BEGIN Exercise inputs
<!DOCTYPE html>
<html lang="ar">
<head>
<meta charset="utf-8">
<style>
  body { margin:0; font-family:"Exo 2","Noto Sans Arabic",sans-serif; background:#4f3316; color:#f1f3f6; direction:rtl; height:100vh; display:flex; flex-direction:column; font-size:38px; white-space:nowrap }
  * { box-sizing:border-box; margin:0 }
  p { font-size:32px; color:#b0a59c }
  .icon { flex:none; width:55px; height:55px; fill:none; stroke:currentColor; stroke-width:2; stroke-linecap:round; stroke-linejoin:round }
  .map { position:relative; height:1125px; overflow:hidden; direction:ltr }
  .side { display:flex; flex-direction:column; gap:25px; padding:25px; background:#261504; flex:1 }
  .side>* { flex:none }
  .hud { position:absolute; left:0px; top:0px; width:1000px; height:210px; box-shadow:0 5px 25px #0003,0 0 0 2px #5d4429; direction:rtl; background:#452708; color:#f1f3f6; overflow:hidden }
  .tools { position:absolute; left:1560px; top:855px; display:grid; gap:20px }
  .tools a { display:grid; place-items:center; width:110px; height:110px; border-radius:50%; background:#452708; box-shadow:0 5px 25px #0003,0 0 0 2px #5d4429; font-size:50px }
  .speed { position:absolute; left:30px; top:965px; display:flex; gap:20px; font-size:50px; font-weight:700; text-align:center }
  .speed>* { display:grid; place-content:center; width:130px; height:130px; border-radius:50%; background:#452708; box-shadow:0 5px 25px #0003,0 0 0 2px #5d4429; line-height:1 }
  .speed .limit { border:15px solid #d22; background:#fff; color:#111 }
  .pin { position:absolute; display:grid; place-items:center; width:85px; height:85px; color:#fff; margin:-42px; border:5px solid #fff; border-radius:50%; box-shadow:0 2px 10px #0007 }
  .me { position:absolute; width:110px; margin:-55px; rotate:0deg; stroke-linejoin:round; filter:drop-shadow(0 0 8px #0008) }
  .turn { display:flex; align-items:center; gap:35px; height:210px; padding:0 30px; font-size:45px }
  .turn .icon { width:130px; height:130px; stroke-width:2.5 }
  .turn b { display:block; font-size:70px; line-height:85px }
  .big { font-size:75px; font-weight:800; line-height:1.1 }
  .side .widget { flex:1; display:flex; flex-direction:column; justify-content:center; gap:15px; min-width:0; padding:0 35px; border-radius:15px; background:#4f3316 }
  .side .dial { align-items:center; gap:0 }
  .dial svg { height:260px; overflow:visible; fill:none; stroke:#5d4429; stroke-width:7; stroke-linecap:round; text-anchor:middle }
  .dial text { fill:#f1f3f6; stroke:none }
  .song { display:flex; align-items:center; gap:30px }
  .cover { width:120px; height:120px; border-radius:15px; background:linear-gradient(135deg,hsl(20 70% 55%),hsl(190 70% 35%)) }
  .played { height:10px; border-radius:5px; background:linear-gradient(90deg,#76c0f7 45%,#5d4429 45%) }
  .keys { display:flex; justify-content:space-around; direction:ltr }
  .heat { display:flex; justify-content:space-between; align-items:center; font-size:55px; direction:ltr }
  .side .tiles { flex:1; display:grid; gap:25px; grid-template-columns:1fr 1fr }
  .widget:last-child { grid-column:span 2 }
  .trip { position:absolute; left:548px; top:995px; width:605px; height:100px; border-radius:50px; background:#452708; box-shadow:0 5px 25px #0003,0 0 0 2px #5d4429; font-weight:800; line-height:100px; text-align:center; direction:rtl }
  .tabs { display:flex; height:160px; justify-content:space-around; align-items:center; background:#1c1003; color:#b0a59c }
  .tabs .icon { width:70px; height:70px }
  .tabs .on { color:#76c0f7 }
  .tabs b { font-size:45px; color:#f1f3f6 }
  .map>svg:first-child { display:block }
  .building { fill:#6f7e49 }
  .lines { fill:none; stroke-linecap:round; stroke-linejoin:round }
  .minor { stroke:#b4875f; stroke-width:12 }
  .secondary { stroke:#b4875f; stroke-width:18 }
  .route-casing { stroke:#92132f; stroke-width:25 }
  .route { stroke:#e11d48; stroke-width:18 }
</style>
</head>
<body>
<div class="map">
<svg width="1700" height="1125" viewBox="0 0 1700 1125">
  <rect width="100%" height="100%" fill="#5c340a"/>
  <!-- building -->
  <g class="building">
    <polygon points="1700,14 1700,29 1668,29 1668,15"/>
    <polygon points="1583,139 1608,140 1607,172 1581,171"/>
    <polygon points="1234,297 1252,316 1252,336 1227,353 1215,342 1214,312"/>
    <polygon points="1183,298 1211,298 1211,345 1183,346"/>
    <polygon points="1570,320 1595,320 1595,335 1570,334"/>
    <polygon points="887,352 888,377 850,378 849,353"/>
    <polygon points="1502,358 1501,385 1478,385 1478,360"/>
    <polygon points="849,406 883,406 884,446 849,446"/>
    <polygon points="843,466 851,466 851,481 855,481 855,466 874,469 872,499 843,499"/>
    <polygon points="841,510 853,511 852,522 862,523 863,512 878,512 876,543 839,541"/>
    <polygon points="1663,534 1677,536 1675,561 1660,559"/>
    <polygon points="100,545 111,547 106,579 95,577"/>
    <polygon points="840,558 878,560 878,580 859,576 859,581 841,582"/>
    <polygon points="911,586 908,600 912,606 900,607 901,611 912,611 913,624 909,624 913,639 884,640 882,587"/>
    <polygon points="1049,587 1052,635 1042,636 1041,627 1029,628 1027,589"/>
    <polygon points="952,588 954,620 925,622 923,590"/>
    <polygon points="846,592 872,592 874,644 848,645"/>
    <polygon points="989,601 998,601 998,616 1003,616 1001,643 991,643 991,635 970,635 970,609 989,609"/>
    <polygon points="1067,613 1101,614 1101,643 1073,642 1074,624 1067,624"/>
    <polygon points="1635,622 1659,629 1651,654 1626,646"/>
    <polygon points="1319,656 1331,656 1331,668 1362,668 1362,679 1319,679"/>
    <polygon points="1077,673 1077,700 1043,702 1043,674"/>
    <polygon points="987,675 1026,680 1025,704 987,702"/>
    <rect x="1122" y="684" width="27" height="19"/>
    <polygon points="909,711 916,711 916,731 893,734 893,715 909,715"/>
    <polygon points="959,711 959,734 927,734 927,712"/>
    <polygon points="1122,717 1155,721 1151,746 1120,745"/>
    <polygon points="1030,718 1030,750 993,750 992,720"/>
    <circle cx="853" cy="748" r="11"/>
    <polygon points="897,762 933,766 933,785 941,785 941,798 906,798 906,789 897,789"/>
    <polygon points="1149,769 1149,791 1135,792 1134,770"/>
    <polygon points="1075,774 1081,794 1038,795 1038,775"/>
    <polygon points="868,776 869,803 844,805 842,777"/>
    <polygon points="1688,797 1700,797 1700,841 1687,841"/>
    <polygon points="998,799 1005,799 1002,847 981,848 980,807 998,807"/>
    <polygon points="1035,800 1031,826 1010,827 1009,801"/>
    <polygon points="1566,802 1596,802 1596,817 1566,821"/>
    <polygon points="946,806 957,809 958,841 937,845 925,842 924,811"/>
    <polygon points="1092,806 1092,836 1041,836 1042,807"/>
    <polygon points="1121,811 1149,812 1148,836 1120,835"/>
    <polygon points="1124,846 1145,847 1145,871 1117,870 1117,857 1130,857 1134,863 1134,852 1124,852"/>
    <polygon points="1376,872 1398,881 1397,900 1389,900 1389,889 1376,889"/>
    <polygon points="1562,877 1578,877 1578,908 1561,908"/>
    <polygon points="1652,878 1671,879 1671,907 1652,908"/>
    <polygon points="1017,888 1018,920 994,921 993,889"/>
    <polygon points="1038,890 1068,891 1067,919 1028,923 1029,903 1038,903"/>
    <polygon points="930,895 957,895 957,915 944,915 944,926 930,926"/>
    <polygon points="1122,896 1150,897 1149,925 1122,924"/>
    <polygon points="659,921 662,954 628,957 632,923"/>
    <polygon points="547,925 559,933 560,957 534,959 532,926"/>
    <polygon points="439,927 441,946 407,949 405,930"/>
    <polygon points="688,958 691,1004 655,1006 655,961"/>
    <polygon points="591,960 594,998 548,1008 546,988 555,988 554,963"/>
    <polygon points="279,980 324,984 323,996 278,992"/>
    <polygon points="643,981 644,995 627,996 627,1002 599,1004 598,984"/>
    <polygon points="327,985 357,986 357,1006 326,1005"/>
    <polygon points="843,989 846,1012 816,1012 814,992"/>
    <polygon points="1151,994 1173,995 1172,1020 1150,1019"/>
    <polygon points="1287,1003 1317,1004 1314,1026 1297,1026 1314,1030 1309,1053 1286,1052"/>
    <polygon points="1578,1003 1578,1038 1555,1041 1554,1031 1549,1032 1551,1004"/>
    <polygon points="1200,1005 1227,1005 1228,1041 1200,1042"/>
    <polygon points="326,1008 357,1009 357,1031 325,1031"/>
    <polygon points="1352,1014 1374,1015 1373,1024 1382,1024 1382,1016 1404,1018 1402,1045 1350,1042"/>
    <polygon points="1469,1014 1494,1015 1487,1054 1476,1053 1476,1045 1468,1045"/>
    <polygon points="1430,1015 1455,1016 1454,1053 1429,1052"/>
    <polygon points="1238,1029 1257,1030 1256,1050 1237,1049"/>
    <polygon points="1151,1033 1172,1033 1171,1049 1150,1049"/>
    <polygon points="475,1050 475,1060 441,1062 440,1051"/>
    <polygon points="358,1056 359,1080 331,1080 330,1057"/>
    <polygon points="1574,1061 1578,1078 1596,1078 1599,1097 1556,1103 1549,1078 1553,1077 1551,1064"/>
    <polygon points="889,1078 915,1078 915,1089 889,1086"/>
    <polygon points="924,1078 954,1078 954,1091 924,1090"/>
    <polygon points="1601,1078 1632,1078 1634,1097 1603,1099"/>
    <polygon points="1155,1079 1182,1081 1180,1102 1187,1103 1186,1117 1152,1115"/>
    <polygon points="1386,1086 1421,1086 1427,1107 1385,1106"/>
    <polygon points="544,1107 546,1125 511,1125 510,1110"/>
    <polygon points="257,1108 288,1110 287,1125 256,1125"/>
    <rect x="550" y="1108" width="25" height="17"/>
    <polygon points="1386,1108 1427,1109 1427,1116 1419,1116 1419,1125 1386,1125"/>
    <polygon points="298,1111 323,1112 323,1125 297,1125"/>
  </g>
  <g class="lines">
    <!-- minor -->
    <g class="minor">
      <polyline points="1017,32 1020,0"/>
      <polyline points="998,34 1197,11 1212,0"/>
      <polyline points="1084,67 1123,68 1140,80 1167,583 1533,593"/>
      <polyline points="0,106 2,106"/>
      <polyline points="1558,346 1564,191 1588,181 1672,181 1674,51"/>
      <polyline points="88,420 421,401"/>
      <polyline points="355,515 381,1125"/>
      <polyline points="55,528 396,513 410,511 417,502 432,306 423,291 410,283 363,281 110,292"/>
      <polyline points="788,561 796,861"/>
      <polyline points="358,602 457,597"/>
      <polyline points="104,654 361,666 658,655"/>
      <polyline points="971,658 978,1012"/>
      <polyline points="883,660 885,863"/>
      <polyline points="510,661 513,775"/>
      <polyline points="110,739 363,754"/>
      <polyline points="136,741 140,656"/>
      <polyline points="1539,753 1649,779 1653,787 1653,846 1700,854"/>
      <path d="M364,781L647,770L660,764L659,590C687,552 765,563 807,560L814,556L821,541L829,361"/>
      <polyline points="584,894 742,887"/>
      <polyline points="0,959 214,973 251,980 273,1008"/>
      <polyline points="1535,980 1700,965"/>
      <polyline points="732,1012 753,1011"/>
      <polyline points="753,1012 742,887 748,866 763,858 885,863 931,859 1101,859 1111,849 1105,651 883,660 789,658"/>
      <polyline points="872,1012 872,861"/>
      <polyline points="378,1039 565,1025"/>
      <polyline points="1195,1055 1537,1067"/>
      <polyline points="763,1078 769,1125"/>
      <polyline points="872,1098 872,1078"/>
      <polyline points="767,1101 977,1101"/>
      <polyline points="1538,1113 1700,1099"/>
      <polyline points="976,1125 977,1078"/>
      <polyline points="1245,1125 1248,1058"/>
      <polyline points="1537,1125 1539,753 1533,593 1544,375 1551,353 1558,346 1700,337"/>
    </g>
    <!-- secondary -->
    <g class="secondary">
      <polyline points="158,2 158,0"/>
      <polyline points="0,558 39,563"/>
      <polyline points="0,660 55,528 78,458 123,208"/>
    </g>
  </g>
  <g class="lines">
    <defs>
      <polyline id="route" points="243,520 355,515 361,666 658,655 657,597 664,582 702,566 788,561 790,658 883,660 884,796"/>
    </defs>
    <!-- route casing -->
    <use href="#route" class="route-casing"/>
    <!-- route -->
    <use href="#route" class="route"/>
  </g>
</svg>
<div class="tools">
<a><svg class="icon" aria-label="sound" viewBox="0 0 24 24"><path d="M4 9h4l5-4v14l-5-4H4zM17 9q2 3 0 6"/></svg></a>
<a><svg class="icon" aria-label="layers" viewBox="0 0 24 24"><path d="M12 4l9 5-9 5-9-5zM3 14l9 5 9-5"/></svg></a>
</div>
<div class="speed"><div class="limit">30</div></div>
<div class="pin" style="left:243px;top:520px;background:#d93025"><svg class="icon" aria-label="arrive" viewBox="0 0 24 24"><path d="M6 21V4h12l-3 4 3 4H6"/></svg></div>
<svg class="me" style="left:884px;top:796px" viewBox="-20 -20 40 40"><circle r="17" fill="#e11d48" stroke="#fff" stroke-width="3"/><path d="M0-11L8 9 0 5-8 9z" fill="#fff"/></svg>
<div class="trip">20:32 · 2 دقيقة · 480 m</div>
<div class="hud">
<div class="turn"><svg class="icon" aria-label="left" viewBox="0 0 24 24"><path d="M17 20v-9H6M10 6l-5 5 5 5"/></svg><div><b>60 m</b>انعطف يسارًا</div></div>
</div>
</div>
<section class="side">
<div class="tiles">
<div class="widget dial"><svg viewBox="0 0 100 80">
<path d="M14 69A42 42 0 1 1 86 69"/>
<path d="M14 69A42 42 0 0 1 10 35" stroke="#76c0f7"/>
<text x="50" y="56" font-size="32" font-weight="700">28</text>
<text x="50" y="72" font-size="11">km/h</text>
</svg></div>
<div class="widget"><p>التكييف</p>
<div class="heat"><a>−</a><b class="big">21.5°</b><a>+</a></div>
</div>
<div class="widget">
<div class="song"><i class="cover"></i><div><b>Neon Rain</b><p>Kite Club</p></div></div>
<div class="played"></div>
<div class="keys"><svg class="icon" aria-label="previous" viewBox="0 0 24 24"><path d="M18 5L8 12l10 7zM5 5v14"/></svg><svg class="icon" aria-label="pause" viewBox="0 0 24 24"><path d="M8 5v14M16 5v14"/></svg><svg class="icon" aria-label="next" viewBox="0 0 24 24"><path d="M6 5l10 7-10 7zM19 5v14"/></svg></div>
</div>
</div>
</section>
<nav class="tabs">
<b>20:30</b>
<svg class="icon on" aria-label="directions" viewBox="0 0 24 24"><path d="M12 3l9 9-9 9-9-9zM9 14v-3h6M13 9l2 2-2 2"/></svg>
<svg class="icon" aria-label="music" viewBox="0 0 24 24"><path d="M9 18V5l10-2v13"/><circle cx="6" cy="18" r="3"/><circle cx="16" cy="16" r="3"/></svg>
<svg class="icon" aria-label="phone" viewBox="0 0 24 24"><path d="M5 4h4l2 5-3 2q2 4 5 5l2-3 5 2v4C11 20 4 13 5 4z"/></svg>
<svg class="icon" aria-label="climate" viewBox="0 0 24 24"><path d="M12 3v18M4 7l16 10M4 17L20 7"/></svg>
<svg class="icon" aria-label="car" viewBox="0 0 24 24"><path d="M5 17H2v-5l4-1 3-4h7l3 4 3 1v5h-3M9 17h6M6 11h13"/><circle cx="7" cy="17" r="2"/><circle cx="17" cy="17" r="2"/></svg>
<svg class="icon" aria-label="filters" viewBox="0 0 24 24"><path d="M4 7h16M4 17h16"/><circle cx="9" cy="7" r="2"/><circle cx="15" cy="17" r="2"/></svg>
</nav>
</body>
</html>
END Exercise inputs
◆ **The problem**:
Using the entries above, give again exactly the lines from the line holding "916,711 916,731 893,734" through the line holding "933,766 933,785 941,785". Include both end lines and nothing else.

◆ **Response**:
    <polygon points="909,711 916,711 916,731 893,734 893,715 909,715"/>
    <polygon points="959,711 959,734 927,734 927,712"/>
    <polygon points="1122,717 1155,721 1151,746 1120,745"/>
    <polygon points="1030,718 1030,750 993,750 992,720"/>
    <circle cx="853" cy="748" r="11"/>
    <polygon points="897,762 933,766 933,785 941,785 941,798 906,798 906,789 897,789"/>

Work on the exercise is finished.